Greg Jefferys Hepatitis C blog deals with all the issues associated with hepatitis C
After getting off the Eurostar in Paris I had to negotiate the Paris Metro rail service, which was interesting but ultimately went smoothly… an omen that my decision to go with the flow was the correct one.
My trains linked nicely and I arrived at the exhibition centre at 11.30.
The size and scale of EASL was overwhelming. The “conference” reeked of money, huge amounts of money! All the money that doctors and Big Pharma can squeeze out of people with diseased livers.
It reminded me of a comment one of India’s leading gastroenterologists made to a friend of mine when he went to enquire about getting Hepatitis C treatment in the pre-generic days. The first thing this doctor asked was:
“How much money do you have?”
Inside the convention hall were display stands for Zepatier, Mavyret and Epclusa and many other products related to treating liver diseases. The three DAA stands were by far the biggest but Gilead easily won the “Biggest and Most Number of display stands” award with three huge and separate stands. I would guess Gilead had spent more than $1,000,000 on their display stalls and the several dozen staff attending each stand.
But before I took a tour of the exhibition space I first wanted to meet my good friends Dr James Freeman and internationally respect HIV and HCV activist Giten Khwairakpam, who both were somewhere in the building. By fluke I found them together having lunch next to Gilead’s Epclusa stand.

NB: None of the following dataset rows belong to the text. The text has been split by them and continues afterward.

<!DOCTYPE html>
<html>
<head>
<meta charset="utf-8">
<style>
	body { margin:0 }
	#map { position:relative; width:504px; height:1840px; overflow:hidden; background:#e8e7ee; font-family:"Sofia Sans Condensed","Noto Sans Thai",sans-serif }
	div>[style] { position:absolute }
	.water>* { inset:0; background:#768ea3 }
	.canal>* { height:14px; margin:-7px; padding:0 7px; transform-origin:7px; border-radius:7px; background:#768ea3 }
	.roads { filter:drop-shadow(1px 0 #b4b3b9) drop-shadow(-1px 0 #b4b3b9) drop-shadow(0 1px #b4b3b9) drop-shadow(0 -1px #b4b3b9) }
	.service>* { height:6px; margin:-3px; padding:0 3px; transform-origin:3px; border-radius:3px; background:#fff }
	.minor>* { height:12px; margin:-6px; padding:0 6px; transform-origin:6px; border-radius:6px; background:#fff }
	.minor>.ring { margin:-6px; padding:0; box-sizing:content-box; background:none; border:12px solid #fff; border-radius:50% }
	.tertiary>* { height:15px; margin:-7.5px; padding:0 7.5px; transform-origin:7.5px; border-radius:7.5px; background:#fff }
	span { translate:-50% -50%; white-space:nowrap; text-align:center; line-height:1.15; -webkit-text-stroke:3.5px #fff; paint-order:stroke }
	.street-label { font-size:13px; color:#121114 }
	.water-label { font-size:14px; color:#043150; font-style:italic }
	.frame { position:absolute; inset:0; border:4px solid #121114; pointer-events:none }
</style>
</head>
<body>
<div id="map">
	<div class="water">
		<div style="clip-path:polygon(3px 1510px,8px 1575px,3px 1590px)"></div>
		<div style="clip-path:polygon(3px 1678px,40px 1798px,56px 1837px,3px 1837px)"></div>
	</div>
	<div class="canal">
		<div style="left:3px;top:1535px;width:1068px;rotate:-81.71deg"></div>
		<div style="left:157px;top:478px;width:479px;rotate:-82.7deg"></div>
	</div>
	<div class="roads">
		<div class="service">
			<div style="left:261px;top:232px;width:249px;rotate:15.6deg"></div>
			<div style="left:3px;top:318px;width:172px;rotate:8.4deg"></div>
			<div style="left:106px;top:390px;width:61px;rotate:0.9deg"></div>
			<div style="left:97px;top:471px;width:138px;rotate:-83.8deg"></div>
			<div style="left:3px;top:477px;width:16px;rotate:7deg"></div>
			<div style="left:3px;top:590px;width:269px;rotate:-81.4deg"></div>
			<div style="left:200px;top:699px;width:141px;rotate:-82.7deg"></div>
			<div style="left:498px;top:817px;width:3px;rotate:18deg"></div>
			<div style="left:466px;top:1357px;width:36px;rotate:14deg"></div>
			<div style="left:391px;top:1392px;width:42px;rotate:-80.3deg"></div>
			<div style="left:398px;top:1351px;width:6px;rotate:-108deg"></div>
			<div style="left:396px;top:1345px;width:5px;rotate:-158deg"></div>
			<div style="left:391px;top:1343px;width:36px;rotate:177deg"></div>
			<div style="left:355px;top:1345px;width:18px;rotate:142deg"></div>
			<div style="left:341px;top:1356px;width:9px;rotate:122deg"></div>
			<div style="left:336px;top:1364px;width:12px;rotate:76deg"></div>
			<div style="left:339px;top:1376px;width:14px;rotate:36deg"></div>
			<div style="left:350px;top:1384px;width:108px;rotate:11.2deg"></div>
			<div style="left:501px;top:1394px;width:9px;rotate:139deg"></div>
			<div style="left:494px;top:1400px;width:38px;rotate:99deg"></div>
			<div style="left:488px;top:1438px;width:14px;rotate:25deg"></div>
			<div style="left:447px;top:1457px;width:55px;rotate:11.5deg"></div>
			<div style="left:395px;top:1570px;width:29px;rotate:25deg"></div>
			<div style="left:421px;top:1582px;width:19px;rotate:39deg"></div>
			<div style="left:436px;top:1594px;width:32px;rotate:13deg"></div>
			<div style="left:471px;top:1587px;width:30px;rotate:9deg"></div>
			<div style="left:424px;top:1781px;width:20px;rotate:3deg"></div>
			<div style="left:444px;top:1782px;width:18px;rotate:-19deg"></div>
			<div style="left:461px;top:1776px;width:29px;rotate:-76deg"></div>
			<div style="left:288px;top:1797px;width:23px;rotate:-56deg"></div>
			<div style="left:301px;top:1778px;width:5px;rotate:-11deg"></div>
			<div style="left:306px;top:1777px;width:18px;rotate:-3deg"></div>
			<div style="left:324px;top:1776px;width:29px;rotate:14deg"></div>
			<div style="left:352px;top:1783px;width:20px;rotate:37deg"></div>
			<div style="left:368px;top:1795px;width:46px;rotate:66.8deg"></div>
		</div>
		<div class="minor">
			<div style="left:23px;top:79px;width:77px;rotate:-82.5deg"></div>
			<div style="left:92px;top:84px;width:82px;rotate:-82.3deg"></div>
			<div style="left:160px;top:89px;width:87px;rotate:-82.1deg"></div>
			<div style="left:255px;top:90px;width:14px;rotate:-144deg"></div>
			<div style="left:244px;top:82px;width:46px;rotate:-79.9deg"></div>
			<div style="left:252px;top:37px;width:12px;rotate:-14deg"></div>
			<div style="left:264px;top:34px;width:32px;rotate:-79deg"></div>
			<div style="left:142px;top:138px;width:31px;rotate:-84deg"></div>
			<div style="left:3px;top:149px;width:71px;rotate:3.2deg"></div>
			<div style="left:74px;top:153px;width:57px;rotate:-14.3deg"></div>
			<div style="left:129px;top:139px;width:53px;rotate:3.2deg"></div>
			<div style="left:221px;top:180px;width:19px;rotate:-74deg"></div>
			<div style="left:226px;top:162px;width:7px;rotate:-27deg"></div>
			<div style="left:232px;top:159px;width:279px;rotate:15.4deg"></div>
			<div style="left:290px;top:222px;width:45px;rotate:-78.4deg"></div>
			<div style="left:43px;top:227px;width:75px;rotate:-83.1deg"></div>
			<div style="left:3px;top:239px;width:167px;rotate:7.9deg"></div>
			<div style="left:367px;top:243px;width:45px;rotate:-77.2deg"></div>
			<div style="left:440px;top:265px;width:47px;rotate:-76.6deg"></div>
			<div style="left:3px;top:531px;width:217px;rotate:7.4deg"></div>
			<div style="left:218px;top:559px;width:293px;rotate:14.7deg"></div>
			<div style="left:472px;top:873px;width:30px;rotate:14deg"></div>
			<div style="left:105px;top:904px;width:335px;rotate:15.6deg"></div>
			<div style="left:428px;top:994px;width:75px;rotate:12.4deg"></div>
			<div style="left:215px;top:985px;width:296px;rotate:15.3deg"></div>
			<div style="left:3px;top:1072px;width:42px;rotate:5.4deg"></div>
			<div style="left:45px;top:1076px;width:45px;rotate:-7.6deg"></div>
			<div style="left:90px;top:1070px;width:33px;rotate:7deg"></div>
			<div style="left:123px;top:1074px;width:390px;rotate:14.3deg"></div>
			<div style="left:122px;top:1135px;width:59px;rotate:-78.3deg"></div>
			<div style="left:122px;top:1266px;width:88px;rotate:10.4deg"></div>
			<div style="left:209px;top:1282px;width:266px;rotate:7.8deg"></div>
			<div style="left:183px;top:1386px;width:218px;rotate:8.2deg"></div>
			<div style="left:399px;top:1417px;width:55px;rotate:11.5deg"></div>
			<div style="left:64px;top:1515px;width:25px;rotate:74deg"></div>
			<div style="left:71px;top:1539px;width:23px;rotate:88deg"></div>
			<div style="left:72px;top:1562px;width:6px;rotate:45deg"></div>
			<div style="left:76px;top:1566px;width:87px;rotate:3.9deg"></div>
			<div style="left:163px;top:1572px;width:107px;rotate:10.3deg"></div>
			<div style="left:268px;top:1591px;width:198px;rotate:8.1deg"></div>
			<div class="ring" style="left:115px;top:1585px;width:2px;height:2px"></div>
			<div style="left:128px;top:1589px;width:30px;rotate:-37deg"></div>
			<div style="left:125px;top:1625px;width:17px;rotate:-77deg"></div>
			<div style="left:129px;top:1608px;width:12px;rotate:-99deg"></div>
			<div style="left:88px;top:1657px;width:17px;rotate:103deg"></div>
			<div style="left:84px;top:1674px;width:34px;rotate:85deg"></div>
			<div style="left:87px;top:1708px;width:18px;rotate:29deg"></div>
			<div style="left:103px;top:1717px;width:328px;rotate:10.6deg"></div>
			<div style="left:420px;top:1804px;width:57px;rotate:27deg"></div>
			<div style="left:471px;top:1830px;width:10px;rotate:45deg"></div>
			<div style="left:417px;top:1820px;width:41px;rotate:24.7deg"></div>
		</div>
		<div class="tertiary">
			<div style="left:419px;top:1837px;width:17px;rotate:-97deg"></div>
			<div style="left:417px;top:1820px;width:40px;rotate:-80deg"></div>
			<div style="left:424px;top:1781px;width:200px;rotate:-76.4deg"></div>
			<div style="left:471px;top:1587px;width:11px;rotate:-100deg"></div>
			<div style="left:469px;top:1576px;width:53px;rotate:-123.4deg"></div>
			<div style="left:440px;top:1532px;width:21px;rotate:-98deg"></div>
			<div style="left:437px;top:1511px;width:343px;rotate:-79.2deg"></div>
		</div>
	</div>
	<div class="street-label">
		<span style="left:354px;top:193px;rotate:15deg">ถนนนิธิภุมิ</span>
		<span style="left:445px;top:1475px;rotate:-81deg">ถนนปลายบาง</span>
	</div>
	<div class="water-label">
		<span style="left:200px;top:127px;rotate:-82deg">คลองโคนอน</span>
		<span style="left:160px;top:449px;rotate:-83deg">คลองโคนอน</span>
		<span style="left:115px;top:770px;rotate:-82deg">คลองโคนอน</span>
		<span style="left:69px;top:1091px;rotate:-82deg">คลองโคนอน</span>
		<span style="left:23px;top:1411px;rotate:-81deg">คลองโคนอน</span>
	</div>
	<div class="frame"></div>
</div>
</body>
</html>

It was fantastic to meet both these dedicated people in such an environment and we were soon talking excitedly about all things Hep C as we began exchanging stories.
However; after half an hour of laughing and story sharing it was down to business. I wanted to interview someone from Gilead but I needed to find the film crew first…
Then Bang! they also appeared as if on the script.
So with cameras rolling I wandered into Gilead’s sacred space.
The first thing I saw was a massive interactive screen showing Africa. At the bottom of the screen was “Gilead’s Compassionate Access Plan.” and a little rave about how Gilead’s compassionate plan was helping poor people in poor countries around the world with Hepatitis C access treatment. There was a marker for each country and the thing to do was click on the marker and it would give some information about the Hep C situation in that country. So I clicked on the marker for one country and then another only to discover that there was really no useful information hidden in the marker! Nothing about how many Hep C infections, nothing about treatment strategies… nothing at all.
Exactly at that point a female employee of Gilead walked over and asked me if she could help. I explained that I was particularly interested in the Hepatitis C situation in Africa (which is entirely true) and I would like to know about the Hep C situation there and how access to treatment was going.
She apologised that she could not help me but handed me over to an African guy introducing him as the person in charge of Gilead’s activities in Africa. He was an African man from Senegal now living in the USA.
Now this was great, because I really did want to know what the situation was in Africa as I have recently seen an increase in the number of enquiries I get from people with Hep C in Africa.
I had found it very difficult to get an solid figures about Hepatitis C infection rates in Africa but the general option seemed to be that they were very high. Possibly between 5% to 7%.
I also knew that the great number of African people with Hepatitis C were poor so that even affording Indian generics would be a problem for many.
So I began this conversation with anticipation of some light being shed on Africa, particularly what Gilead’s Compassionate Access Program was doing to help people there.
So I asked a few simple questions such as what the infection rate was, on average, in Africa. To cut a long story short this guy did not know. So I asked about the Gilead Compassionate Access Plan and got a very long answer about how only Sofosbuvir had been approved and that drugs like Harvoni and Epclusa needed to be approved by each individual country and this was an ongoing thing on a country by country basis.
So I decided to get specific and asked about Nigeria. What was the situation in Nigeria?
Well according to this guy there are a lot of people in Nigeria who can afford to pay full price for Harvoni or Epclusa and that many people prefer to buy the brand version rather than the generic version.
Okay, I asked, but what about all the poor people in Nigeria who could not even afford the generic version.
Gilead’s guy explained to me that these people had access to treatment through Gilead’s Compassionate Access program. He explained that all that needed to happen was that the poor infected person had to get the Compassionate Access form and download it off the internet, print it out and then take it to his or her doctor. The doctor would fill it in and explain that the person would die soon if they did not get treatment and that they could not afford to buy the treatment. Then the doctor had to sign the form, send it to Gilead in the USA and Gilead would give it due consideration and probably send the medicines for only $125 per bottle.
Again, to cut a long story short, I asked how people in Nigeria had been able to access Gilead’s Compassionate Access Plan.
Well it turns out the answer to that was NONE.
So how many people in all of Africa had accessed Gilead’s Compassionate Access Plan?
Again to cut a long story short… It turns out the answer is “One.” A person from Cameroon had done it.
So in all of Africa one single person, out of about 30 million people with Hep C, had got treatment through Gilead’s Compassionate Access Plan.
I have to admit that even I, a great cynic, was surprised by this appalling number. It was a sad, pathetic joke. A joke on humanity by an inhuman company.